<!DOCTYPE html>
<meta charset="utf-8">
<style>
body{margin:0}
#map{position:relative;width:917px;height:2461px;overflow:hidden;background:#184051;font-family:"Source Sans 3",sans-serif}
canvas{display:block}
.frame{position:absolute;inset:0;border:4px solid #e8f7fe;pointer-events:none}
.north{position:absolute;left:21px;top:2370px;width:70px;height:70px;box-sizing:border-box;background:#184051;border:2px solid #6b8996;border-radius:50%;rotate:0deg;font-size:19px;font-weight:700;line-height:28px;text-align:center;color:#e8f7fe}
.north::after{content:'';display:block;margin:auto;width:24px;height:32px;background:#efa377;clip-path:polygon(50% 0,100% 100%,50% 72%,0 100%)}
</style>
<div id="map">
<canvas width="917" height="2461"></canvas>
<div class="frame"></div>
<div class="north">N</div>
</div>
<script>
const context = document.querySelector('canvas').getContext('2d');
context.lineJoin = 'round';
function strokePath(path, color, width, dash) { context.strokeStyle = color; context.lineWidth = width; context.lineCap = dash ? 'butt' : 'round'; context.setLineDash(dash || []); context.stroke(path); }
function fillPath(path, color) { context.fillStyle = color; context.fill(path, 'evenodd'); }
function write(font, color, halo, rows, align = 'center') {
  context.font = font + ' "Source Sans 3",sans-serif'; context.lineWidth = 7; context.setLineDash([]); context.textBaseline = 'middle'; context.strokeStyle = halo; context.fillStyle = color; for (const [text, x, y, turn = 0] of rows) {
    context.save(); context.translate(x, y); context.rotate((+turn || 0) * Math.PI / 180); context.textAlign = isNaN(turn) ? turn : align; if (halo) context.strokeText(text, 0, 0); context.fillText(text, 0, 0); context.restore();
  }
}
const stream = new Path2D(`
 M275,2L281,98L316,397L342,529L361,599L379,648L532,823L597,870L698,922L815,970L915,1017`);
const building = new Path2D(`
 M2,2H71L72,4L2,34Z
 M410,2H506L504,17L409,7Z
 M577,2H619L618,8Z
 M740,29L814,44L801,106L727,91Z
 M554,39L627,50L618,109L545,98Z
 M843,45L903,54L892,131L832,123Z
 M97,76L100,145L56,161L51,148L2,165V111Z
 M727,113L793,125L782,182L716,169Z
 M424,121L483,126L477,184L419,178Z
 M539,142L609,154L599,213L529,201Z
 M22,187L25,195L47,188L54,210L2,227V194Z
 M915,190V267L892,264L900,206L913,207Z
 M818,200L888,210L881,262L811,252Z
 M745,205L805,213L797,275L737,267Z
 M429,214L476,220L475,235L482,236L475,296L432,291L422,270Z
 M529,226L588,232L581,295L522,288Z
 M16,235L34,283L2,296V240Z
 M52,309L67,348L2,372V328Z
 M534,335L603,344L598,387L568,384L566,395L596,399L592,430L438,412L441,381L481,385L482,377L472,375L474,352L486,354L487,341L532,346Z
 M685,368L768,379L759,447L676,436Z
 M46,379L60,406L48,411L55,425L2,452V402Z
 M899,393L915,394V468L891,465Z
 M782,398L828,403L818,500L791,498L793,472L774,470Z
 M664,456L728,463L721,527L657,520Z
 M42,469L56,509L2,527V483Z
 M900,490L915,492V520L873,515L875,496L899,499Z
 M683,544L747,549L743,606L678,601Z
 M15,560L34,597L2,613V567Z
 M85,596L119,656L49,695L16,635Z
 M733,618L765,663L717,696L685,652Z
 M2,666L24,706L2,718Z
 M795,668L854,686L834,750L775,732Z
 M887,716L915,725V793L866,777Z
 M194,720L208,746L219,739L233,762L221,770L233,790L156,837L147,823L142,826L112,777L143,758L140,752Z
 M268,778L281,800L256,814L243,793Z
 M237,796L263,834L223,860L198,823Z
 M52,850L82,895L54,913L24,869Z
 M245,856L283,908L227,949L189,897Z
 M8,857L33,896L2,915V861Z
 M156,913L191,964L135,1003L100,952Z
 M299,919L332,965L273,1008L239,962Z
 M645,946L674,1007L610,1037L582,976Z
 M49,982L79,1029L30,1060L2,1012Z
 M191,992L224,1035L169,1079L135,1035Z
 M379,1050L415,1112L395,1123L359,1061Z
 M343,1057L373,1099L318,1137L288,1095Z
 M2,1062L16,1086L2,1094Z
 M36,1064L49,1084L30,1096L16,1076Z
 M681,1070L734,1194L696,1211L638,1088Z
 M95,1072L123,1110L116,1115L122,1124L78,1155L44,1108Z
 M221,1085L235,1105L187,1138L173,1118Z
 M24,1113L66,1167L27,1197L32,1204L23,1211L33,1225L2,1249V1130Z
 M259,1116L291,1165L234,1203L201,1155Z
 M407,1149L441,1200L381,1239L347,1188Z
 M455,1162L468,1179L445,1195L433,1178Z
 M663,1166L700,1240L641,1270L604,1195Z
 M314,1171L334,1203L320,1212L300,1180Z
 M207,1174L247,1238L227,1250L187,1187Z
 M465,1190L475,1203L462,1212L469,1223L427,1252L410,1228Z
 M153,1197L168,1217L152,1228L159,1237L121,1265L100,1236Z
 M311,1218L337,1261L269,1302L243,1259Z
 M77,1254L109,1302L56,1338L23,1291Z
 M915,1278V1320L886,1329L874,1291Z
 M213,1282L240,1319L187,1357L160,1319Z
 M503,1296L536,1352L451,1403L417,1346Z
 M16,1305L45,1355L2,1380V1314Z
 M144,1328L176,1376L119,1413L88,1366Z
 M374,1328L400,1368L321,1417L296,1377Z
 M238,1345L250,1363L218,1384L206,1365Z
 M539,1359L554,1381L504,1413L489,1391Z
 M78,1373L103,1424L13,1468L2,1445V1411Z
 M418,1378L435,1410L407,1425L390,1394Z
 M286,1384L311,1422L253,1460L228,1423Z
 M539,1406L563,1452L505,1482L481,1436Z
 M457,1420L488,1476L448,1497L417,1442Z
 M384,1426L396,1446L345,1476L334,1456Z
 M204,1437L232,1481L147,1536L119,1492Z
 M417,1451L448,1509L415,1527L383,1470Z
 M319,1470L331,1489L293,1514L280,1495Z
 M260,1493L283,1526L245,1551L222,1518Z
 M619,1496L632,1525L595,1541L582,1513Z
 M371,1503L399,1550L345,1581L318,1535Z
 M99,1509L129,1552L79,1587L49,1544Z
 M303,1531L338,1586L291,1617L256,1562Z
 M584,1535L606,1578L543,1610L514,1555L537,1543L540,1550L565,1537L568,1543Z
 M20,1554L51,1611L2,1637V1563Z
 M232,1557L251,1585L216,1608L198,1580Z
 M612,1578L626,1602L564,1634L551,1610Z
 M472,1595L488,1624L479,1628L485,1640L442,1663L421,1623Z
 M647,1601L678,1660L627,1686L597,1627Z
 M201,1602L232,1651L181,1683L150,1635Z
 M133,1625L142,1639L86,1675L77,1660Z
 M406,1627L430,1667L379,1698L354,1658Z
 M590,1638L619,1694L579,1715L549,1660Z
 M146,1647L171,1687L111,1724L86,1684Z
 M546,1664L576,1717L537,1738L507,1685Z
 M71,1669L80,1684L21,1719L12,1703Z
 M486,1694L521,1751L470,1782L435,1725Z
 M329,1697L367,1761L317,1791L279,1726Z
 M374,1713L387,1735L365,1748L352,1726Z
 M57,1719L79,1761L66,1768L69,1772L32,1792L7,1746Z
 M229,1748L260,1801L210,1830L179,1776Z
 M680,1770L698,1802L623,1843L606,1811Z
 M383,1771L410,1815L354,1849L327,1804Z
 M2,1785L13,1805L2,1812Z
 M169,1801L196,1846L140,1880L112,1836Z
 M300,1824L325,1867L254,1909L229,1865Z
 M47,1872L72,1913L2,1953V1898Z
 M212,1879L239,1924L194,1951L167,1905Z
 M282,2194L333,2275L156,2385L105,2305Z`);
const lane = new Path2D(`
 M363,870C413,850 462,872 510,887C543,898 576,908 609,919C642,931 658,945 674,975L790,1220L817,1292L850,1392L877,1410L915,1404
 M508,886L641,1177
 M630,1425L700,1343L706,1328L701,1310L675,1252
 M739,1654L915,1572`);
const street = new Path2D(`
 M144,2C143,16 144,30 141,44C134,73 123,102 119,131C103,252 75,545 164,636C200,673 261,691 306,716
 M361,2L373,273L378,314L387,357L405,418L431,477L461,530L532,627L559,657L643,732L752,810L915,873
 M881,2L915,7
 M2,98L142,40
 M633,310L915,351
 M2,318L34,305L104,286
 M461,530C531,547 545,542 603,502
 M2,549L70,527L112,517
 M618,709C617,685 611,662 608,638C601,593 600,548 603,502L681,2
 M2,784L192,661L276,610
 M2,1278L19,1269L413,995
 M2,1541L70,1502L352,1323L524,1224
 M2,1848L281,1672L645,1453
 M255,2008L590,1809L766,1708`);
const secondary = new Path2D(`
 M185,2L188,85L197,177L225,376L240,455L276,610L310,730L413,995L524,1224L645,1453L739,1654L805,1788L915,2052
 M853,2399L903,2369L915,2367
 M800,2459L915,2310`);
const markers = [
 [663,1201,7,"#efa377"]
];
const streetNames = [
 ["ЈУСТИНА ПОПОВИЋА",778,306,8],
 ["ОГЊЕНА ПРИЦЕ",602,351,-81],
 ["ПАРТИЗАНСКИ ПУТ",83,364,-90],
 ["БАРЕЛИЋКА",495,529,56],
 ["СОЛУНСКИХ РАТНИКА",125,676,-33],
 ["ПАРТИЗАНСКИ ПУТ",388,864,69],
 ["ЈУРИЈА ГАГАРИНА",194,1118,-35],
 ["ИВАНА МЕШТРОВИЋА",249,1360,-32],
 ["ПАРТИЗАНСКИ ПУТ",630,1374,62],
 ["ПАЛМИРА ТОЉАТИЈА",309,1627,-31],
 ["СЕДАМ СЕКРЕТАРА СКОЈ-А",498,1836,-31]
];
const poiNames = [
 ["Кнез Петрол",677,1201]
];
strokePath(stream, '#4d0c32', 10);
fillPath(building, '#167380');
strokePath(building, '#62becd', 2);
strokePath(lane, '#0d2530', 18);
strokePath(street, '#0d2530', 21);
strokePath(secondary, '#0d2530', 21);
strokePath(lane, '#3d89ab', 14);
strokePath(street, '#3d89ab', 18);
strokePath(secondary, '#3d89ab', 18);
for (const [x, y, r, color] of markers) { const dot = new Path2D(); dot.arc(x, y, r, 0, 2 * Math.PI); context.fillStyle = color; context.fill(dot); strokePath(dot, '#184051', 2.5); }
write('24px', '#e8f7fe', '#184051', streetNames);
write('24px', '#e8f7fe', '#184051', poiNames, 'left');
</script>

Work to be completed – From the data above, show each line that contains "lineWidth".

Answer space –
function strokePath(path, color, width, dash) { context.strokeStyle = color; context.lineWidth = width; context.lineCap = dash ? 'butt' : 'round'; context.setLineDash(dash || []); context.stroke(path); }
  context.font = font + ' "Source Sans 3",sans-serif'; context.lineWidth = 7; context.setLineDash([]); context.textBaseline = 'middle'; context.strokeStyle = halo; context.fillStyle = color; for (const [text, x, y, turn = 0] of rows) {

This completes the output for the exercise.